Let’s dive deep into each component!

Get Started with an Earth Observation Job
To get started with Earth Observation jobs, select Create Earth Observation job on the front page.

You can select one of the geospatial operations or ML models based on your use case.

• Spectral Index – Obtain a combination of spectral bands that indicate the abundance of features of interest.
• Cloud Masking – Identify cloud and cloud-free pixels to get clear and accurate satellite imagery.
• Land Cover Segmentation – Identify land cover types such as vegetation and water in satellite imagery.

The SageMaker provides a combination of geospatial functionalities that include built-in operations for data transformations along with pretrained ML models. You can use these models to understand the impact of environmental changes and human activities over time, identify cloud and cloud-free pixels, and perform semantic segmentation.

Define a Job name, choose a model to be used, and click the bottom-right Next button to move to the second configuration step.

Next, you can define an area of interest (AOI), the satellite image data set you want to use, and filters for your job. The left screen shows the Area of Interest map to visualize for your Earth Observation Job selection, and the right screen contains satellite images and filter options for your AOI.

You can choose the satellite image collection, either USGS LANDSAT or Sentinel-2 images, the date span for your Earth Observation job, and filters on properties of your images in the filter section.

I uploaded GeoJSON format to define my AOI as the Mountain Halla area in Jeju island, South Korea. I select all job properties and options and choose Create.

Once the Earth Observation job is successfully created, a flashbar will appear where I can view my job details by pressing the View job details button.

Once the job is finished, I can Visualize job output.

This image is a job output on rendering process to detect land usage from input satellite images. You can see either input images, output images, or the AOI from data layers in the left pane.

It shows automatic mapping results of land cover for natural resource management. For example, the yellow area is the sea, green is cloud, dark orange is forest, and orange is land.

You can also execute the same job with SageMaker notebook using the geospatial image with geospatial SDKs.

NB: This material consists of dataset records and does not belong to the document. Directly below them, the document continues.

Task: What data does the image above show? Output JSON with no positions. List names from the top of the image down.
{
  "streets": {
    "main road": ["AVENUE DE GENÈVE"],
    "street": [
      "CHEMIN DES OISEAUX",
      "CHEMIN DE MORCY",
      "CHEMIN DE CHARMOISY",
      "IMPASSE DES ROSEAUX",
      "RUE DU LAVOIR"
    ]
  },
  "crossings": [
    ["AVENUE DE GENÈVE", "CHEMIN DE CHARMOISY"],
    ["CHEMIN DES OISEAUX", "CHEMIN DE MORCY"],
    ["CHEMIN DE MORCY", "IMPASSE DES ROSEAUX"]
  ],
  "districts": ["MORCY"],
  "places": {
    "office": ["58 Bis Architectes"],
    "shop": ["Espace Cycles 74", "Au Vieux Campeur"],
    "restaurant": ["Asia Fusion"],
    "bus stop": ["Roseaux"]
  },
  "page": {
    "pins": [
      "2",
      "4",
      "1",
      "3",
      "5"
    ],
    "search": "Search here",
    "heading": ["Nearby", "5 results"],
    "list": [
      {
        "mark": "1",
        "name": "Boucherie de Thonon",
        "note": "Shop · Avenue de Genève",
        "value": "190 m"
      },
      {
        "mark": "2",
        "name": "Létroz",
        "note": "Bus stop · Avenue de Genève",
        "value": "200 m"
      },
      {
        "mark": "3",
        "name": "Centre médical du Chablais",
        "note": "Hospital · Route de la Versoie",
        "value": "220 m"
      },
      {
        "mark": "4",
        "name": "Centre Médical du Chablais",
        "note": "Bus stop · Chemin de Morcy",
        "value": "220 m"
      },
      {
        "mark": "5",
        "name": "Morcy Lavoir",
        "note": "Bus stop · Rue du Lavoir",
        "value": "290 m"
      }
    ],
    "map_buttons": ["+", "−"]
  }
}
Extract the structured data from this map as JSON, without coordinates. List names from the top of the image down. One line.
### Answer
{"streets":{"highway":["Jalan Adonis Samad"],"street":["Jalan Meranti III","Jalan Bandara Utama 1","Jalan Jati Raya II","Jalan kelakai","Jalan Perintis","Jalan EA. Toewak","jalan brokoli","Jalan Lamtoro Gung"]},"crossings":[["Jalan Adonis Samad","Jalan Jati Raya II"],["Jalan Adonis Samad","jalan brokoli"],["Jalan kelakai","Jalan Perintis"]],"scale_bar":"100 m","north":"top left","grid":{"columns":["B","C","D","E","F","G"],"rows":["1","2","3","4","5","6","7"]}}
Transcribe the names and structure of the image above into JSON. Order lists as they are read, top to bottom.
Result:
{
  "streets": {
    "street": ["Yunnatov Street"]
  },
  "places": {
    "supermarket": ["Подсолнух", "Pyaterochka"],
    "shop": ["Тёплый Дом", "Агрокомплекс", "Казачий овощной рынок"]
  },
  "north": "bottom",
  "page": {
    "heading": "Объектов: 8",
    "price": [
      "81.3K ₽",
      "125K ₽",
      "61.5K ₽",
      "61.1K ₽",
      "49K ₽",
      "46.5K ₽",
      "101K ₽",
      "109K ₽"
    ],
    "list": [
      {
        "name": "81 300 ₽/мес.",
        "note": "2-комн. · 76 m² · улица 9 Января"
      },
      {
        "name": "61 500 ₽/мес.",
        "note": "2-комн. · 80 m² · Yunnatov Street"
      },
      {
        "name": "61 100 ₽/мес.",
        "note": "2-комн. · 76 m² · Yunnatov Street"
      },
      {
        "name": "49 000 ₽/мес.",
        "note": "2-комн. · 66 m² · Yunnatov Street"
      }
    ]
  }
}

From the File and New, choose Notebook and select the Image dropdown menu in the Setup notebook environment and choose Geospatial 1.0. Let the other settings be set to the default values.

Let’s look at Python sample code! First, set up SageMaker geospatial libraries.

import boto3
import botocore
import sagemaker
import sagemaker_geospatial_map

region = boto3.Session().region_name
session = botocore.session.get_session()
execution_role = sagemaker.get_execution_role()

sg_client= session.create_client(
    service_name='sagemaker-geospatial',
    region_name=region
)

Start an Earth Observation Job to identify the land cover types in the area of Jeju island.

# Perform land cover segmentation on images returned from the sentinel dataset.
eoj_input_config = {
    "RasterDataCollectionQuery": {
        "RasterDataCollectionArn": <ArnDataCollection,
        "AreaOfInterest": {
            "AreaOfInterestGeometry": {
                "PolygonGeometry": {
                    "Coordinates": [
                        [[126.647226, 33.47014], [126.406116, 33.47014], [126.406116, 33.307529], [126.647226, 33.307529], [126.647226, 33.47014]]
                    ]
                }
            }
        },
        "TimeRangeFilter": {
            "StartTime": "2022-11-01T00:00:00Z",
            "EndTime": "2022-11-22T23:59:59Z"
        },
        "PropertyFilters": {
            "Properties": [
                {
                    "Property": {
                        "EoCloudCover": {
                            "LowerBound": 0,
                            "UpperBound": 20
                        }
                    }
                }
            ],
            "LogicalOperator": "AND"
        }
    }
}
eoj_config = {"LandCoverSegmentationConfig": {}}

response = sg_client.start_earth_observation_job(
    Name =  "jeju-island-landcover", 
    InputConfig = eoj_input_config,
    JobConfig = eoj_config, 
    ExecutionRoleArn = execution_role
)
# Monitor the EOJ status
sg_client.get_earth_observation_job(Arn = response['Arn'])

After your EOJ is created, the Arn is returned to you. You use the Arn to identify a job and perform further operations. After finishing the job, visualize Earth Observation inputs and outputs in the visualization tool.

# Creates an instance of the map to add EOJ input/ouput layer
map = sagemaker_geospatial_map.create_map({
    'is_raster': True
})
map.set_sagemaker_geospatial_client(sg_client)
# render the map
map.render()

# Visualize input, you can see EOJ is not be completed.
time_range_filter={
    "start_date": "2022-11-01T00:00:00Z",
    "end_date": "2022-11-22T23:59:59Z"
}
arn_to_visualize = response['Arn']
config = {
    'label': 'Jeju island'
}
input_layer=map.visualize_eoj_input(Arn=arn_to_visualize, config=config , time_range_filter=time_range_filter)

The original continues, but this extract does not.